For the more difficult cases, where singular and plural forms coincide
(and for the easier cases as well), a part-of-speech tagger can be helpful.

I don't know of any written in Ruby, but I can recommend the tree-tagger,
which you can script from Ruby to suit your needs.
It is available for several languages, so you can find irregular plurals
of words in different languages ....

It is here :

http://www.ims.uni-stuttgart.de/projekte/corplex/TreeTagger/


Best regards,

Axel
 
T

Trans

Does anybody know an easy way to test if a word is singular or plural --
something a bit smarter than just checking if there is an s on the end!

English gem may help. If you devise #plural? and #singular? I'd be
happy to add them to the API.

T.
 
D

Dave Bass

There are lots of difficulties here.

Is "sheep" singular or plural?
Is "fish" singular or plural?
Is "the government" singular or plural?
Is "England" singular or plural? (England is a country / England are
bound to lose the match)
Is "English" singular or plural? (English is a language / The English
are eccentric)

So even an exhaustive list of words is not going to give you the right
answer all the time.
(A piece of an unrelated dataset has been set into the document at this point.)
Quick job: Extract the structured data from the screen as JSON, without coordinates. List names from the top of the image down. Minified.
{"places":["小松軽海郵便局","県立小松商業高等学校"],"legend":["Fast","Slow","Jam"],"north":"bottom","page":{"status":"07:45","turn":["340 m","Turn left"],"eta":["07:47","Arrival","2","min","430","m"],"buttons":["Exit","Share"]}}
You need to take the word in context, i.e. you need
to parse the sentence grammatically. Here There Be Dragons.
 
R

Robert Dober

Even worse sometimes it is undefined I guess, or caption may play a role.

I can see data.

Maybe some native speakers will tell me that this is not a correct
sentence, I do not know, but than there is

I can see Data.

Languages (plural) are just a big mess (singular) ;)

Robert
 
A

Axel Etzold

-------- Original-Nachricht --------
Datum: Sun, 25 May 2008 00:27:48 +0900
Von: "Robert Dober" <[email protected]>
An: (e-mail address removed)
Betreff: Re: #plural? or #singular?
Even worse sometimes it is undefined I guess, or caption may play a role.

I can see data.

Maybe some native speakers will tell me that this is not a correct
sentence, I do not know, but than there is

I can see Data.

Languages (plural) are just a big mess (singular) ;)

Robert

Dear Robert and Dave,

well, this is what tree-tagger (see tags output below, for the tagset
see my previous post) says:

I can see data. (noun plural)
I can see Data. (proper noun singular)
England is a country. (proper noun singular)
England are bound to lose the match. (proper noun singular) (nobody is perfect).
English is a language. (proper noun singular)
The English are eccentric. (noun plural)
Languages (noun plural) are just a big mess (noun singular).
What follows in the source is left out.